4 Experimental Procedure

4.1 Samples Used

A high-strength plaster material (Hydrocal) was used for making core shapes and rectangular shape joint sets. The strength of plaster is time-independent after the hardening process and its initial curing time are fast. Due to these advantages of using plaster in experiments, numerous studies have been performed to find the mixtures and mixing proportions to make stronger artificial samples which are more compatible for investigating behaviour of real rock specimens (Bandis et al. 1981; Indraratna 1990; Prombonas and Vlissidis 1994; Wibowo et al. 1995; Janeiro and Einstein 2010).

The plaster samples were made with water-to-cement ratios of 45 %, which was determined by considering workability for filling moulds. The samples were then cured in 30 °C oven temperature for 1 week to achieve harder specimens. The mixing ratio and curing condition of the plaster samples and the UCS test results are presented in detail (Kim et al. 2015). The properties of the specimens are presented in Table 1.

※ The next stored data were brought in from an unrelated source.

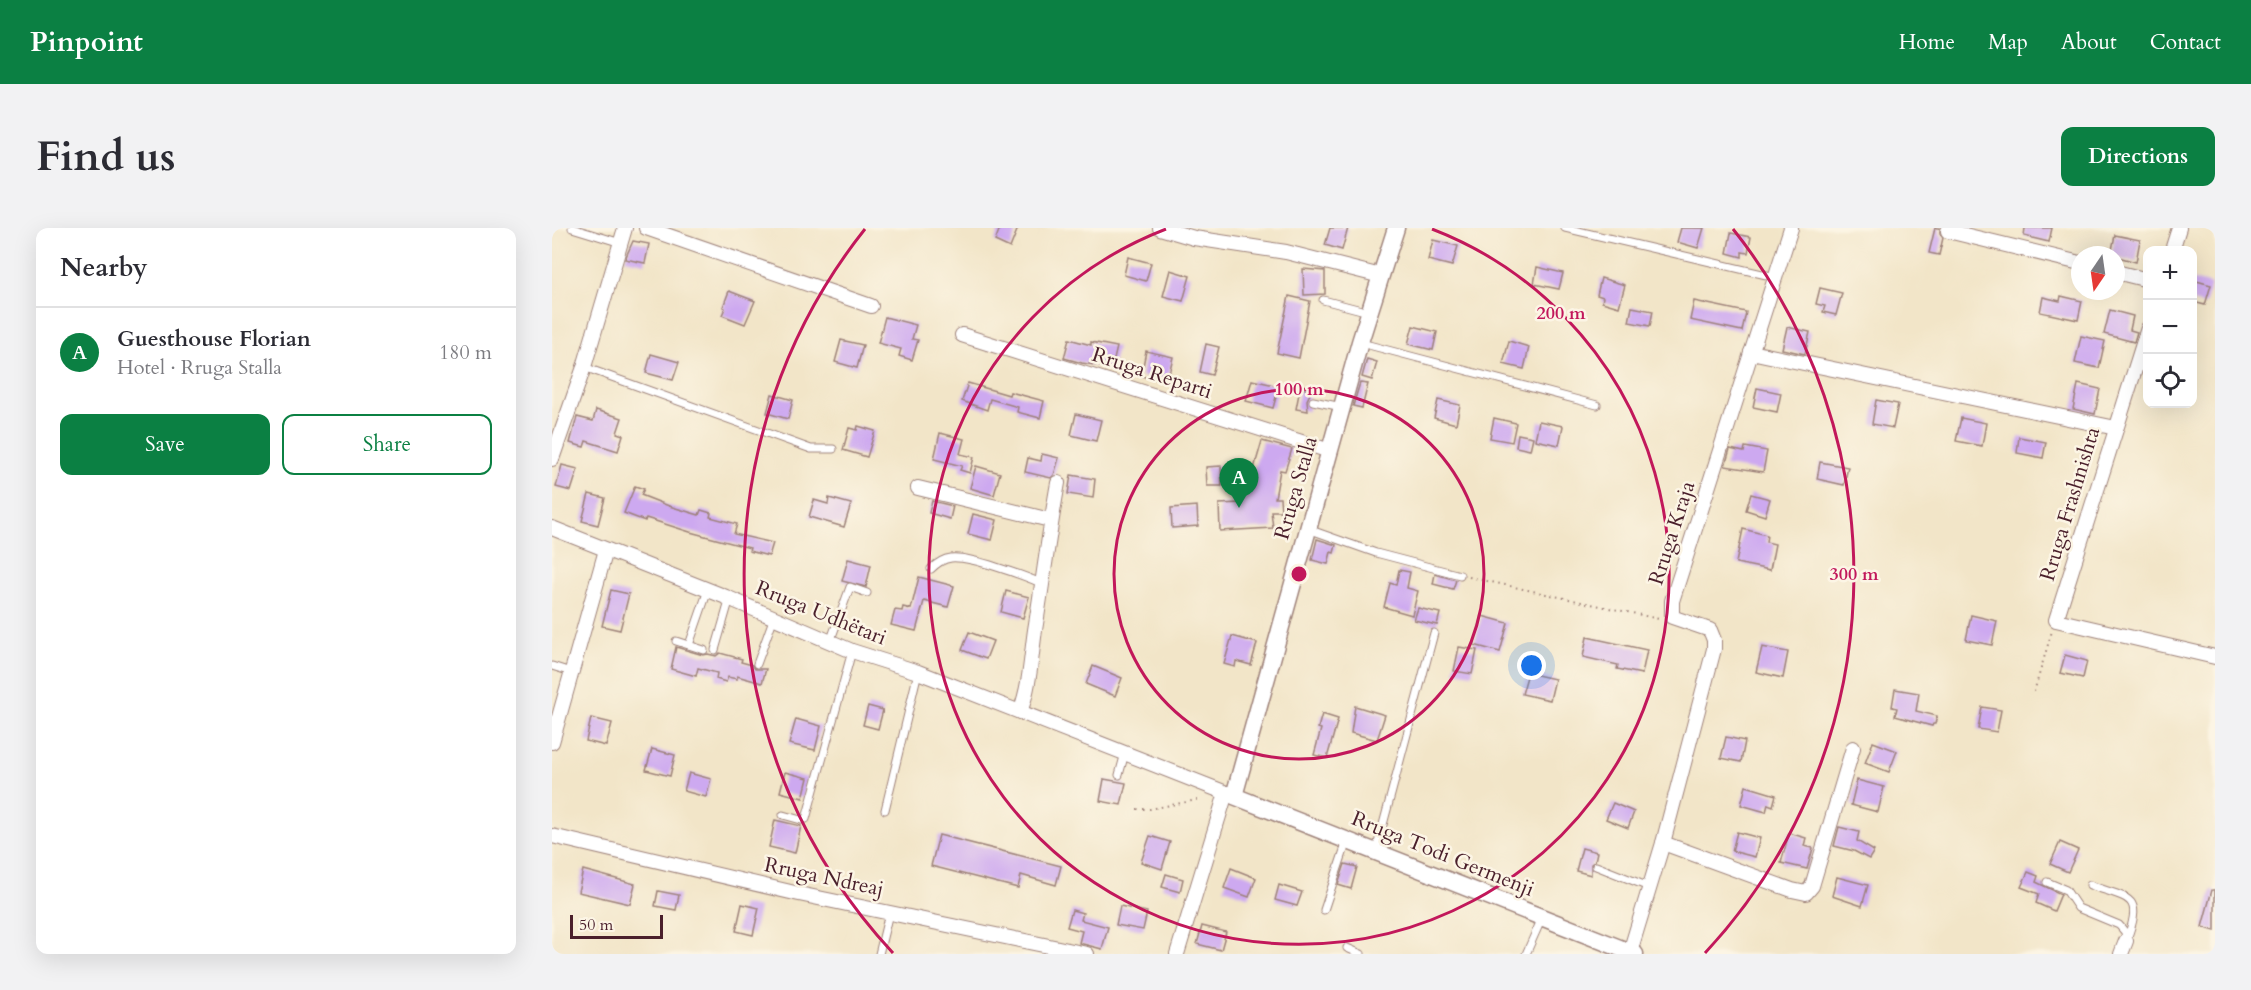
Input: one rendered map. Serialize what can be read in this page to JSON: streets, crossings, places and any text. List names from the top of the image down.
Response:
{
  "streets": {
    "street": [
      "Rruga Reparti",
      "Rruga Stalla",
      "Rruga Frashnishta",
      "Rruga Kraja",
      "Rruga Udhëtari",
      "Rruga Todi Germenji",
      "Rruga Ndreaj"
    ]
  },
  "crossings": [
    ["Rruga Reparti", "Rruga Stalla"],
    ["Rruga Stalla", "Rruga Udhëtari"],
    ["Rruga Stalla", "Rruga Todi Germenji"],
    ["Rruga Kraja", "Rruga Todi Germenji"],
    ["Rruga Udhëtari", "Rruga Todi Germenji"]
  ],
  "scale_bar": "50 m",
  "north": "bottom",
  "page": {
    "header": "Pinpoint",
    "nav": [
      "Home",
      "Map",
      "About",
      "Contact"
    ],
    "buttons": [
      "Directions",
      ["Save", "Share"]
    ],
    "title": "Find us",
    "heading": "Nearby",
    "map_buttons": ["+", "−"],
    "list": [
      {
        "mark": "A",
        "name": "Guesthouse Florian",
        "note": "Hotel · Rruga Stalla",
        "value": "180 m"
      }
    ],
    "pins": "A",
    "scale": "50 m"
  },
  "rings": ["200 m", "100 m", "300 m"]
}
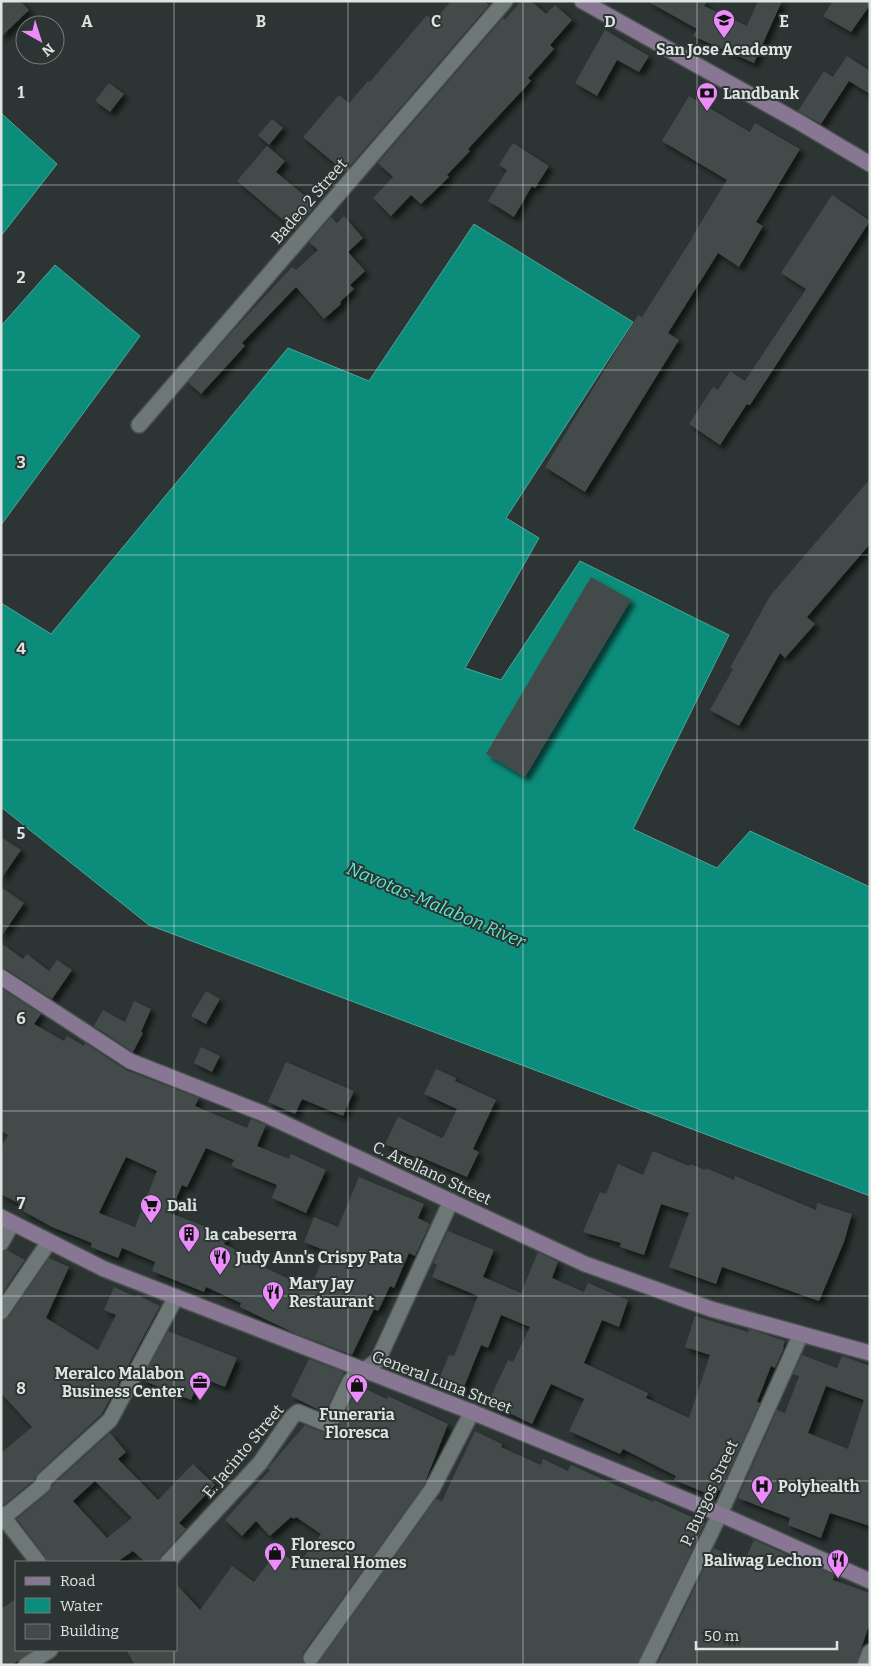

Table 1 Properties of Hydrocal samples

4.1.1 Core-Shaped Plaster Samples

As demonstrated in Fig. 6, a total of 18 core-shaped plaster samples were created with different dimensions based on three different shapes [wedged, truncated (trapezoid), and truncated (parallelogram)]. To simulate different stress levels, sample sizes were designed in three levels as presented in Table 2. The cutting angles (α) of the samples are 15°, 30°, and 45° in the same stress levels. PVC pipes (inner ϕ = 50 mm, t = 5 mm) were used as the moulds of the samples. In each stress level, the sizes of the blocks were designed to create the same weights between the wedge or trapezoid shapes and the corresponding parallelogram shapes. The cured specimens were within 10 % of the differences in weights. For the measurement of basic friction angle, disc (h = 30 mm) and cylinder (L = 100 mm) shapes were also created following the standards of USBR 6258-09.

Fig. 6

Different shapes of plaster core pieces, with different sliced angles (α) and sample height (h _p)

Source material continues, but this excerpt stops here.